» **RECORDS FOR THE EXERCISE**
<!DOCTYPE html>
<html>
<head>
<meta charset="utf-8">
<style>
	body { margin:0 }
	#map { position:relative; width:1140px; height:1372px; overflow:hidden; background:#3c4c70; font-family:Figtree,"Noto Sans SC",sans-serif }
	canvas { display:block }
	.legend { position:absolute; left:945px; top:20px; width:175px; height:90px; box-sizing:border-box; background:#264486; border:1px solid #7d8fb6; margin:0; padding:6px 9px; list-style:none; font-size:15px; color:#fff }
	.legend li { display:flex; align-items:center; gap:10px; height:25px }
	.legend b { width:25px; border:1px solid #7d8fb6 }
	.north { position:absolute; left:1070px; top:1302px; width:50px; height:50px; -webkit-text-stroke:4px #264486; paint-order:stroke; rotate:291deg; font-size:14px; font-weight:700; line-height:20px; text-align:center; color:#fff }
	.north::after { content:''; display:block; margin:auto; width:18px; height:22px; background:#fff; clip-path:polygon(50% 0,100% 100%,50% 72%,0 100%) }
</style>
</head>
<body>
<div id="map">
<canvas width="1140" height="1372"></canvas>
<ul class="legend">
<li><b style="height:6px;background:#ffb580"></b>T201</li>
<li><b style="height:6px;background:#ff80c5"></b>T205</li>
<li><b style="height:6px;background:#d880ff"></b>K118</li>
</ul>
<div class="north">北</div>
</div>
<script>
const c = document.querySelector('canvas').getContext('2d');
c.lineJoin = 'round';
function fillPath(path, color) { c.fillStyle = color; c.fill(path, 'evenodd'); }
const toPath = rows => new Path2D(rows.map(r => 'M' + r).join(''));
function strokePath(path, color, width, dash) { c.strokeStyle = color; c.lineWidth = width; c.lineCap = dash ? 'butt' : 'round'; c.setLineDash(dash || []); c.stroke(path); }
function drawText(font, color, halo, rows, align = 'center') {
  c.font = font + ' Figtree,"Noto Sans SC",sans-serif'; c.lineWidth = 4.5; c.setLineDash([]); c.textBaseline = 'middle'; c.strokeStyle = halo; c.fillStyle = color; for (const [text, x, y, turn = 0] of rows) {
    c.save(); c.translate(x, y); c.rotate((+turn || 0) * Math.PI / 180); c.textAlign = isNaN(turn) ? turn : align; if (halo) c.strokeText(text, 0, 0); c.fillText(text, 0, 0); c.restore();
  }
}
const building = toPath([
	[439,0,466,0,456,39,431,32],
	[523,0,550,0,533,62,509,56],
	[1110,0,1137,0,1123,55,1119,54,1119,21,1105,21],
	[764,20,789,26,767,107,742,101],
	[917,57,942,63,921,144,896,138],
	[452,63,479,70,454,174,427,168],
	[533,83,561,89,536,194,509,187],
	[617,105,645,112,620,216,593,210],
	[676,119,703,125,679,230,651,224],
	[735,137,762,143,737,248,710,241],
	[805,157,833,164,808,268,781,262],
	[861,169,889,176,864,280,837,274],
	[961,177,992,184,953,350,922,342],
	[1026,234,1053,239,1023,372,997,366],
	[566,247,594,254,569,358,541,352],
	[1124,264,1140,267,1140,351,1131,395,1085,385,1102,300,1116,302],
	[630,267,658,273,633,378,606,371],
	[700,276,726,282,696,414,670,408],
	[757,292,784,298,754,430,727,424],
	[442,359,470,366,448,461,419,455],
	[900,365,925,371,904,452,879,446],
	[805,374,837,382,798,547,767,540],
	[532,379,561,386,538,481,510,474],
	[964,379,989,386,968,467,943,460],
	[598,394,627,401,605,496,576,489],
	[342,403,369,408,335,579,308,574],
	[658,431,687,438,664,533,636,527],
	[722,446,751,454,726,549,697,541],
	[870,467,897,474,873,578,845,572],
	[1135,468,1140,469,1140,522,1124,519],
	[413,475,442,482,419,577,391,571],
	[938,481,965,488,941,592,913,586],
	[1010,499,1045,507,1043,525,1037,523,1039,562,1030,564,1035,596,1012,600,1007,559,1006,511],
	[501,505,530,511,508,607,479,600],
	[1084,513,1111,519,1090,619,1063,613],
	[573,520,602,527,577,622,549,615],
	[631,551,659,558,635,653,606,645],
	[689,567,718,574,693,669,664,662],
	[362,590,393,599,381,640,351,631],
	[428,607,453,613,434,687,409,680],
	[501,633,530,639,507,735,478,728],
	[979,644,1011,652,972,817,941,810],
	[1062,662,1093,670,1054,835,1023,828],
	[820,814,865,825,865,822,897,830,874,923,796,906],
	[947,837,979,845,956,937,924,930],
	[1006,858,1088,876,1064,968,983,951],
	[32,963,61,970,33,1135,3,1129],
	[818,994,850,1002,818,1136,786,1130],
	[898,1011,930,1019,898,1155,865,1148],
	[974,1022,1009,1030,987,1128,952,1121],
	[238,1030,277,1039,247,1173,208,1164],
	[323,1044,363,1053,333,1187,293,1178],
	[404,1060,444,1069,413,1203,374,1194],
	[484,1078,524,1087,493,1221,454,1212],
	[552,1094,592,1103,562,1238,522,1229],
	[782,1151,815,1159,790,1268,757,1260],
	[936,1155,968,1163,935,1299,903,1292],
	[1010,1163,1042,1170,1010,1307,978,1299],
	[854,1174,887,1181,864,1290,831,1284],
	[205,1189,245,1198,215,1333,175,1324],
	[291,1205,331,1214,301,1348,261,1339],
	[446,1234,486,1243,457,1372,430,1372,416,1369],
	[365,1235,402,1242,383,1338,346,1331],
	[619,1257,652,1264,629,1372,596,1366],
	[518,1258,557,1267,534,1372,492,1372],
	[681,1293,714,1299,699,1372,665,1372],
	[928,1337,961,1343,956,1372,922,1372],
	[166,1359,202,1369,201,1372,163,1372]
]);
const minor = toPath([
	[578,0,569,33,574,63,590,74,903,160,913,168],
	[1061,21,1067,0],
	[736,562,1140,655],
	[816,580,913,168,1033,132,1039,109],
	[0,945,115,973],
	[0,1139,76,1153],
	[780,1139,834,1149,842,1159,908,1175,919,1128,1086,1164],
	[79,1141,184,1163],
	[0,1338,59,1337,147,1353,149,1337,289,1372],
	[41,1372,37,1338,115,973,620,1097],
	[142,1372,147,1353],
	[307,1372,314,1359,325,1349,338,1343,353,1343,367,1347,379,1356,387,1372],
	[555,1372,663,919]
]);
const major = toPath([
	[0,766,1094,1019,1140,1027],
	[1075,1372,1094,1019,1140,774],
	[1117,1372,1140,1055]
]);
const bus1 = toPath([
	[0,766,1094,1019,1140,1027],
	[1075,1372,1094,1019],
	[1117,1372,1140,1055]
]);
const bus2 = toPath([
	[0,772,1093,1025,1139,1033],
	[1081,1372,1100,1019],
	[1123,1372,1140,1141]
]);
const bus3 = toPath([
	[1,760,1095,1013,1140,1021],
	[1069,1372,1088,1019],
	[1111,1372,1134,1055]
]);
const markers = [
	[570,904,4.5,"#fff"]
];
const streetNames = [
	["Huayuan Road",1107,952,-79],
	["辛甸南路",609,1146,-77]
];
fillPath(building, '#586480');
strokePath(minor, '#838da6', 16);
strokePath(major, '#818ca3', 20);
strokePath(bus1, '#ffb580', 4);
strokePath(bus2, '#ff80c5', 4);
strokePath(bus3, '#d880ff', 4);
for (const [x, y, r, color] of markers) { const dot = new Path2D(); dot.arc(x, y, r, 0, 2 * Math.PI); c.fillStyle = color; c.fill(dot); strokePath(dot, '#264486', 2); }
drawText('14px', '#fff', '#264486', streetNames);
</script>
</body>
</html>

» **REQUIREMENT**
Set aside each line above that includes the string "canvas" and report it.

» **THE COMPLETED TASK**
	canvas { display:block }
<canvas width="1140" height="1372"></canvas>
const c = document.querySelector('canvas').getContext('2d');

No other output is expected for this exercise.